The admin files live in (`django/contrib/admin/static/admin`) of the Django distribution.
We strongly recommend using `django.contrib.staticfiles` to handle the admin files (along with a Web server as outlined in the previous section; this means using the `collectstatic` management command to collect the static files in `STATIC_ROOT`, and then configuring your Web server to serve `STATIC_ROOT` at`STATIC_URL`), but here are three other approaches:
1. Create a symbolic link to the admin static files from within your document root (this may require`+FollowSymLinks` in your Apache configuration).
2. Use an `Alias` directive, as demonstrated above, to alias the appropriate URL (probably `STATIC_URL` + `admin/`) to the actual location of the admin files.
3. Copy the admin static files so that they live within your Apache document root.

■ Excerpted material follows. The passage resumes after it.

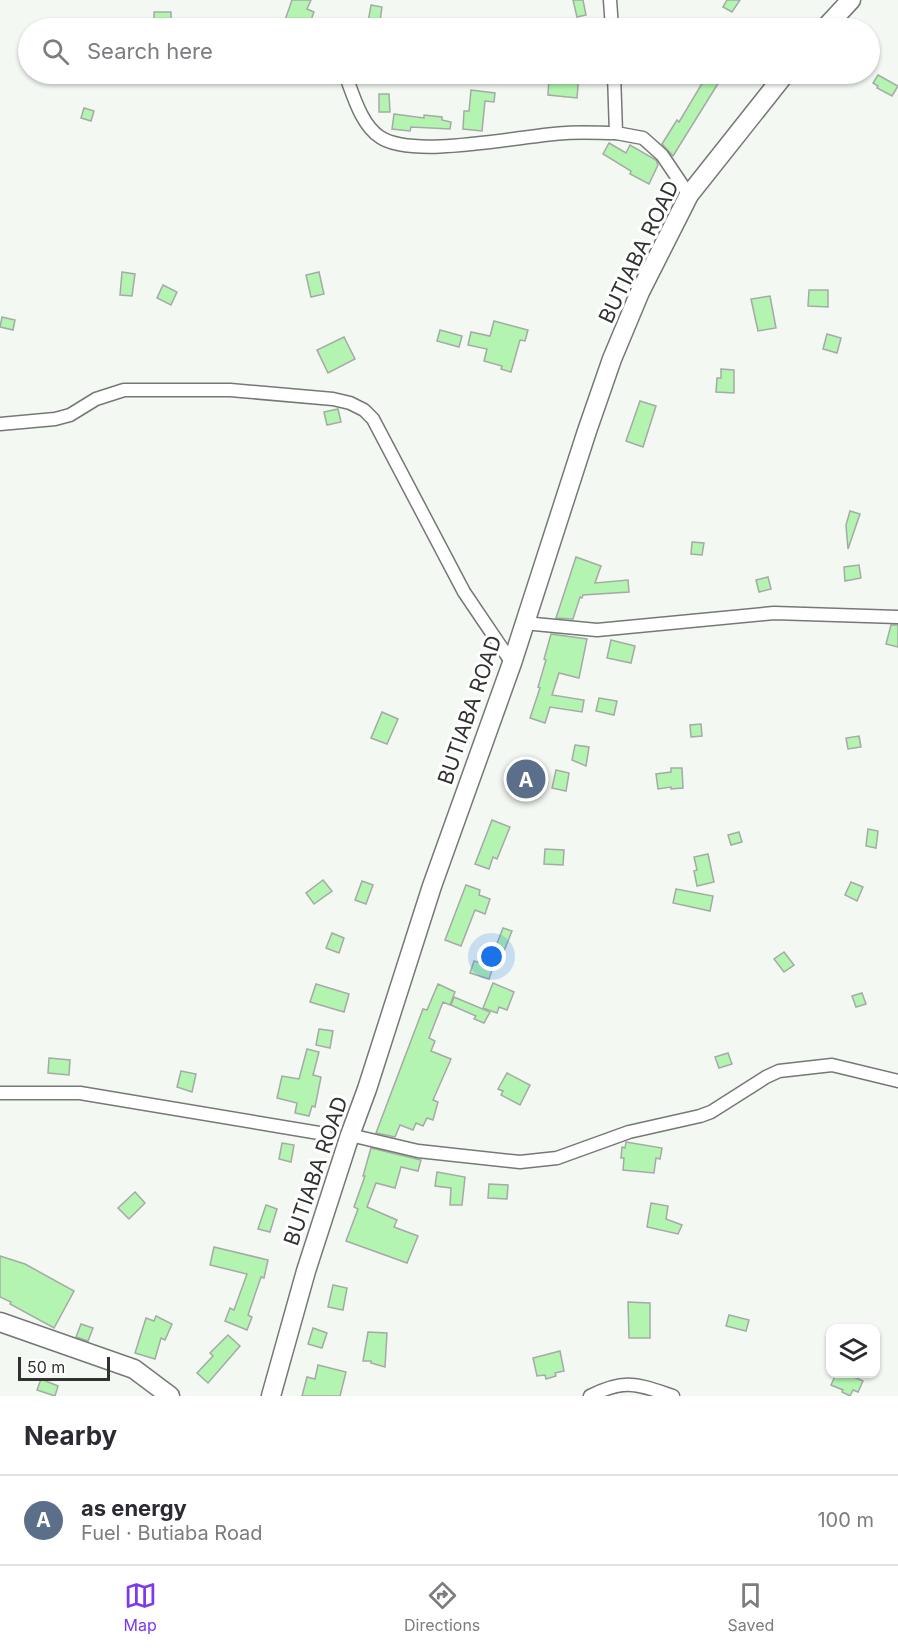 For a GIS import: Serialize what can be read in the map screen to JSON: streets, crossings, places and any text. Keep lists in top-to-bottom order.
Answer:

### If you get a UnicodeEncodeError
If youre taking advantage of the internationalization features of Django and you intend to allow users to upload files, you must ensure that the environment used to start Apache is configured to accept non-ASCII file names. If your environment is not correctly configured, you will trigger `UnicodeEncodeError`exceptions when calling functions like the ones in `os.path` on filenames that contain non-ASCII characters.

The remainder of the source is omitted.